If you want to build a smarter AI system, there are fundamentally two strategies. The first is to make the system work harder on every input - give it more neurons, more layers, more computation per token. This is the dense approach. The second is to give the system more total knowledge but apply only the relevant part to each input - more specialists, each activated only when relevant. This is the MoE approach.

Neither is unconditionally better. They make different bets about the structure of the problems the model will encounter and about the costs that matter most in your deployment environment.

A medical AI company deploying a model for rare disease diagnosis might desperately want the total capacity of a 700B parameter model, but can only afford the inference cost of a 70B model. MoE gives them the parameters of the former at roughly the compute cost of the latter. A startup deploying a code assistant that processes millions of requests per day might prioritize minimizing per-request cost above all else - a dense 7B model might serve them better than a 47B MoE model with equivalent quality.

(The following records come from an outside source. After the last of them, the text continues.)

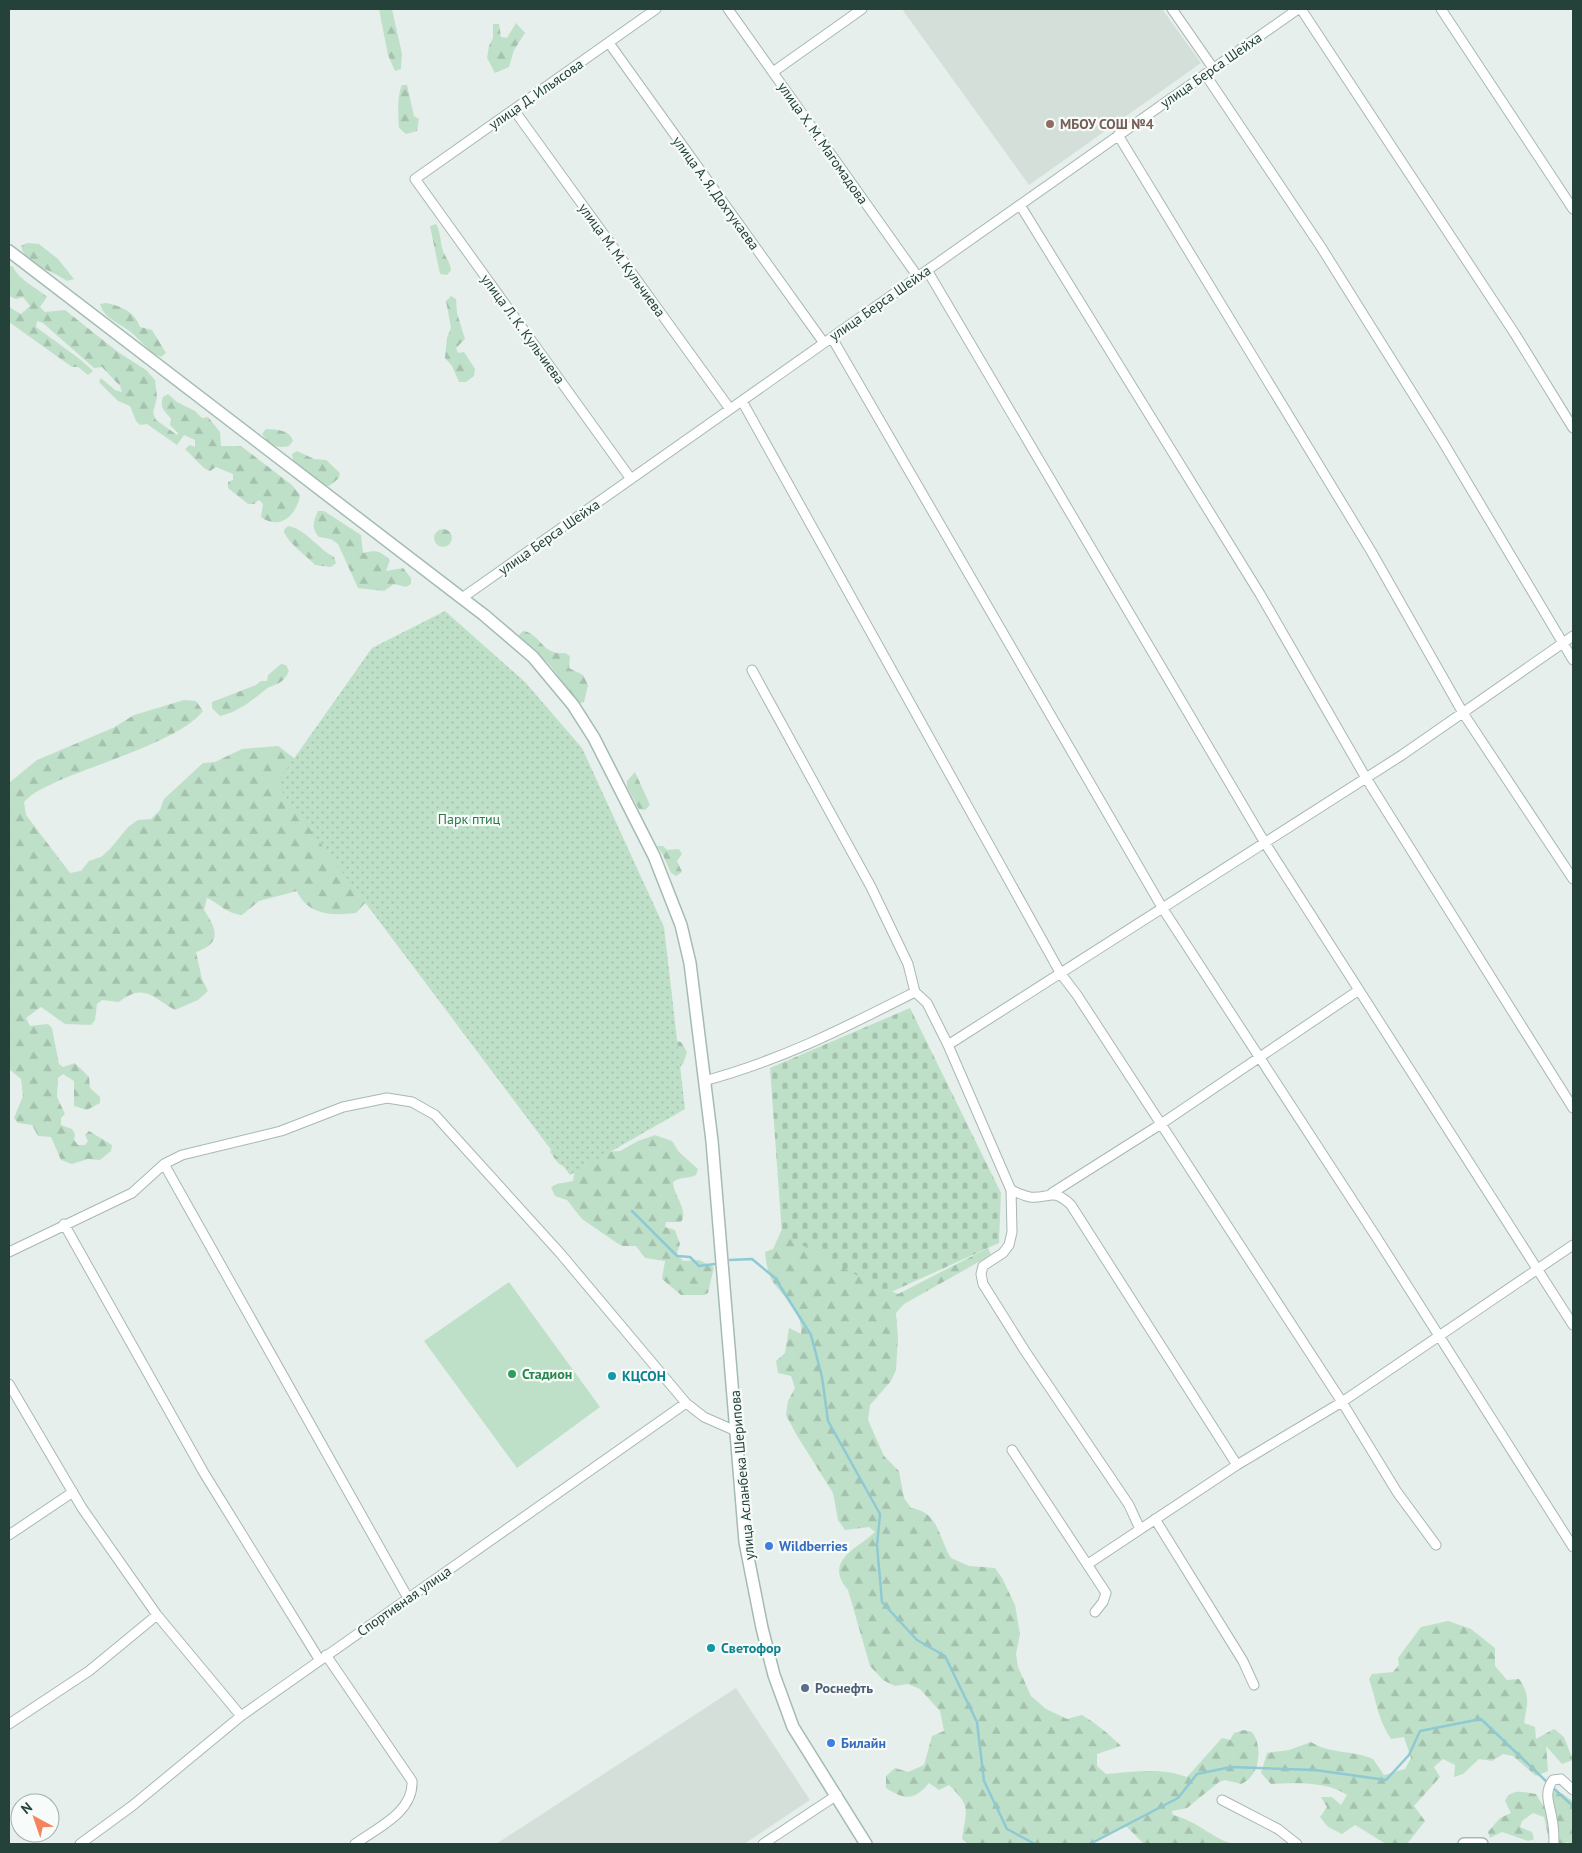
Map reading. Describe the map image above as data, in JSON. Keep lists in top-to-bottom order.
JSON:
{
  "streets": {
    "main road": ["улица Асланбека Шерипова"],
    "street": [
      "улица Берса Шейха",
      "улица Д. Ильясова",
      "улица Х. М. Магомадова",
      "улица А. Я. Дохтукаева",
      "улица М. М. Кульчиева",
      "улица Л. К. Кульчиева",
      "Спортивная улица"
    ]
  },
  "crossings": [
    ["улица Берса Шейха", "улица Х. М. Магомадова"],
    ["улица Берса Шейха", "улица А. Я. Дохтукаева"],
    ["улица Берса Шейха", "улица М. М. Кульчиева"],
    ["улица Берса Шейха", "улица Л. К. Кульчиева"],
    ["улица Берса Шейха", "улица Асланбека Шерипова"],
    ["улица Д. Ильясова", "улица А. Я. Дохтукаева"],
    ["улица Д. Ильясова", "улица М. М. Кульчиева"],
    ["улица Д. Ильясова", "улица Л. К. Кульчиева"]
  ],
  "parks": ["Парк птиц"],
  "places": [
    "МБОУ СОШ №4",
    "Стадион",
    "КЦСОН",
    "Wildberries",
    "Светофор",
    "Роснефть",
    "Билайн"
  ],
  "north": "top left"
}
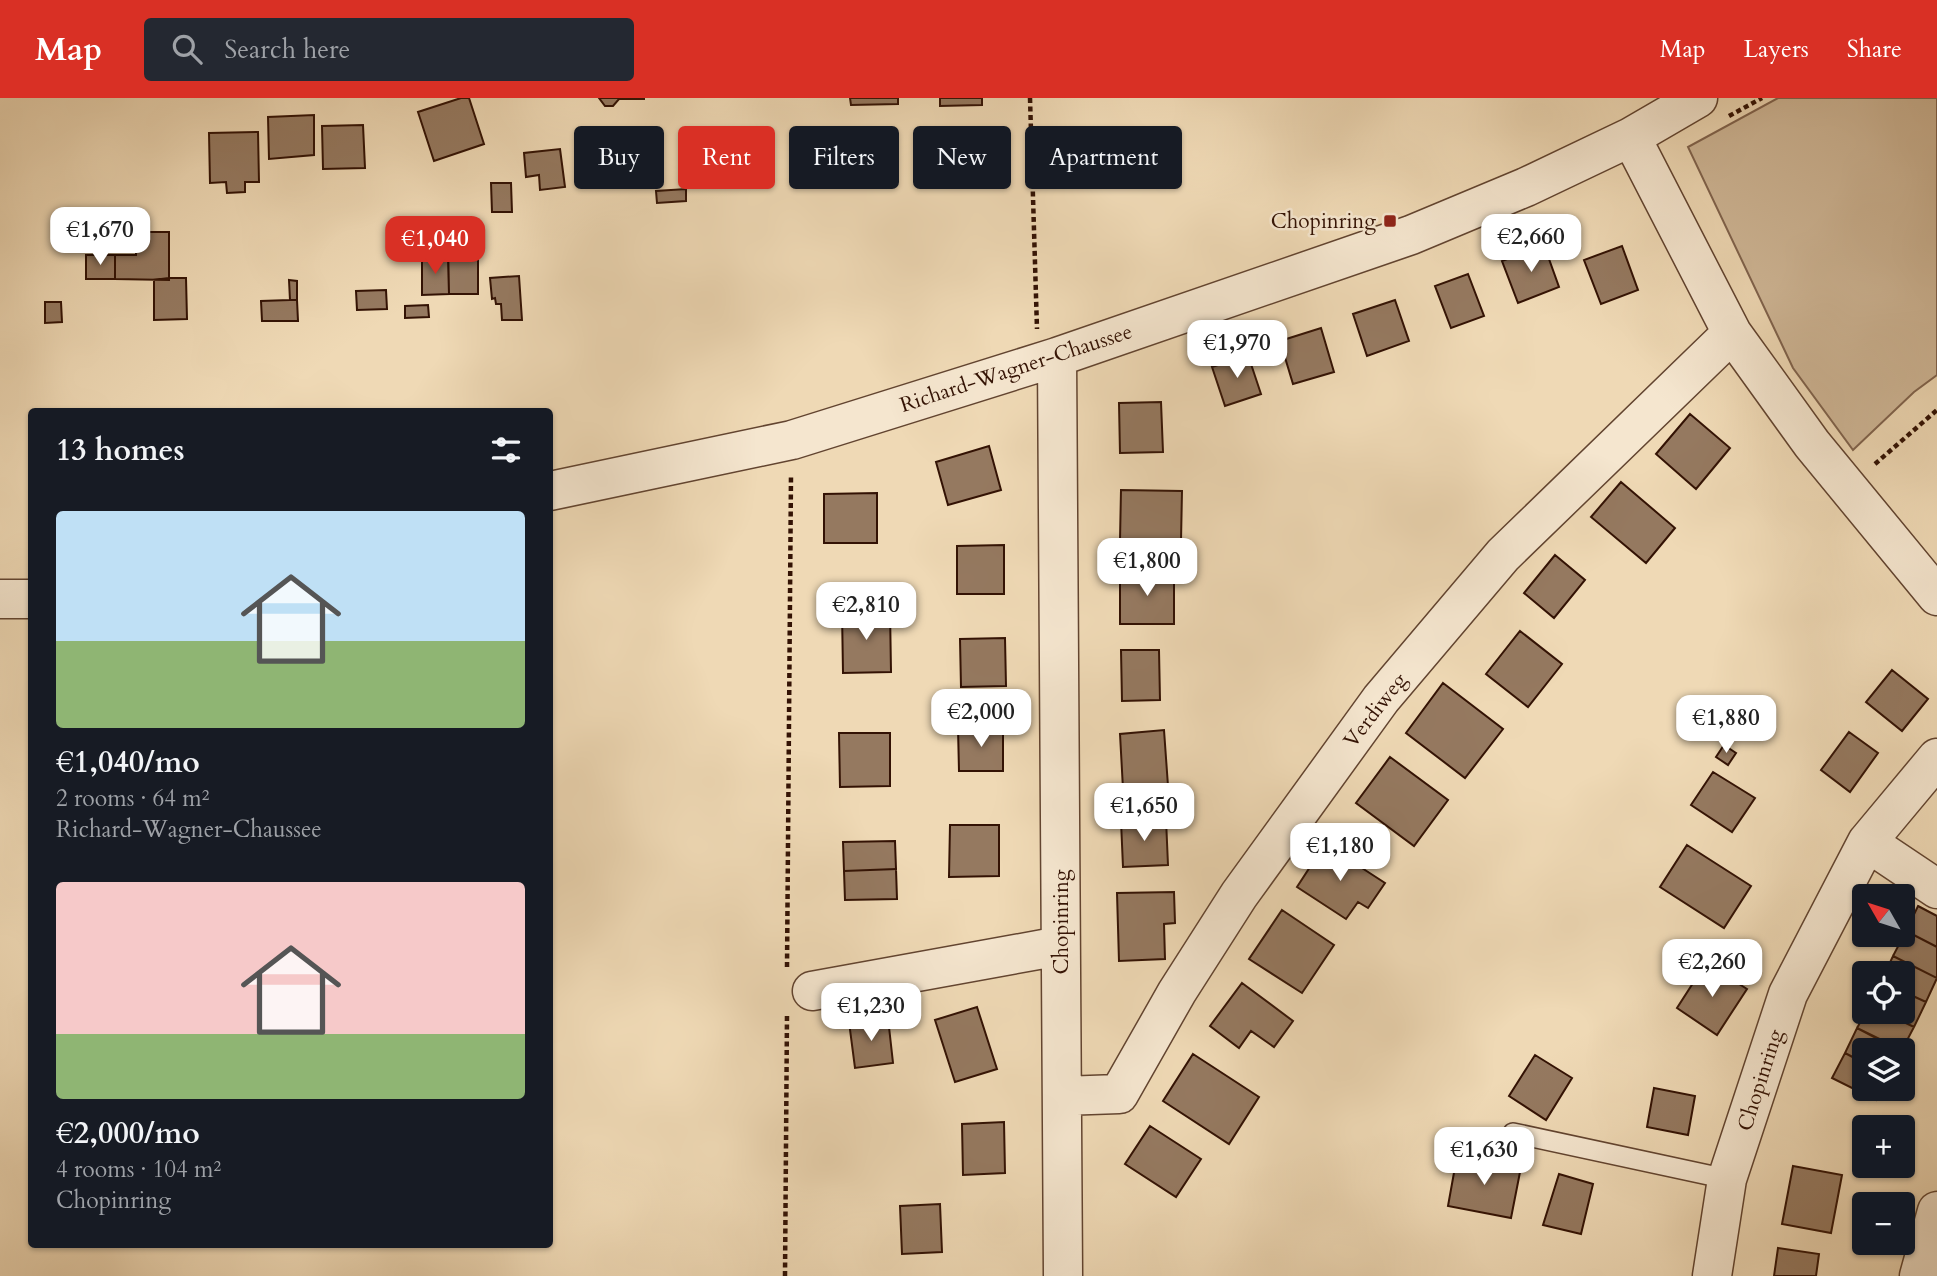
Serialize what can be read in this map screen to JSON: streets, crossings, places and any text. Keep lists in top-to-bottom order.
{
  "streets": {
    "street": ["Richard-Wagner-Chaussee", "Verdiweg", "Chopinring"]
  },
  "crossings": [
    ["Richard-Wagner-Chaussee", "Chopinring"],
    ["Verdiweg", "Chopinring"]
  ],
  "places": {
    "transit": ["Chopinring"]
  },
  "north": "top left",
  "page": {
    "header": "Map",
    "search": "Search here",
    "nav": ["Map", "Layers", "Share"],
    "chip": [
      "Buy",
      "Rent",
      "Filters",
      "New",
      "Apartment"
    ],
    "price": [
      "€1,670",
      "€2,660",
      "€1,040",
      "€1,970",
      "€1,800",
      "€2,810",
      "€2,000",
      "€1,880",
      "€1,650",
      "€1,180",
      "€2,260",
      "€1,230",
      "€1,630"
    ],
    "heading": "13 homes",
    "list": [
      {
        "name": "€1,040/mo",
        "note": "2 rooms · 64 m² · Richard-Wagner-Chaussee"
      },
      {
        "name": "€2,000/mo",
        "note": "4 rooms · 104 m² · Chopinring"
      }
    ],
    "map_buttons": ["+", "−"]
  }
}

This lesson is about understanding those trade-offs deeply enough to make the right architectural choice for your use case.

Why This Matters - The Economics of LLM Deployment

The cost of running an LLM has two major components:

Compute cost (FLOPs): proportional to model size times number of tokens. For MoE, this is active parameters times tokens.
Memory cost (VRAM): determined by total model size (all parameters must be loaded), not active size. For MoE, this is total parameters.

Dense models have equivalent compute and memory costs (both scale with total parameters). MoE models have divergent compute and memory costs: compute scales with active parameters, memory scales with total parameters.

This divergence creates the fundamental MoE trade-off: cheaper to run but more expensive to store.

Why MoE Gives More Capacity Per FLOP

The key empirical insight, formalized in Fedus et al. (2022) and Zoph et al. (2022): for a fixed FLOPs budget, MoE models achieve lower perplexity than dense models.

The argument: with a fixed compute budget per training step, you can either:

Train one dense model with $d$ parameters (all active)
Train one MoE model with $N \cdot d$ total parameters, but only $d / (N/k)$ active per token (approximately)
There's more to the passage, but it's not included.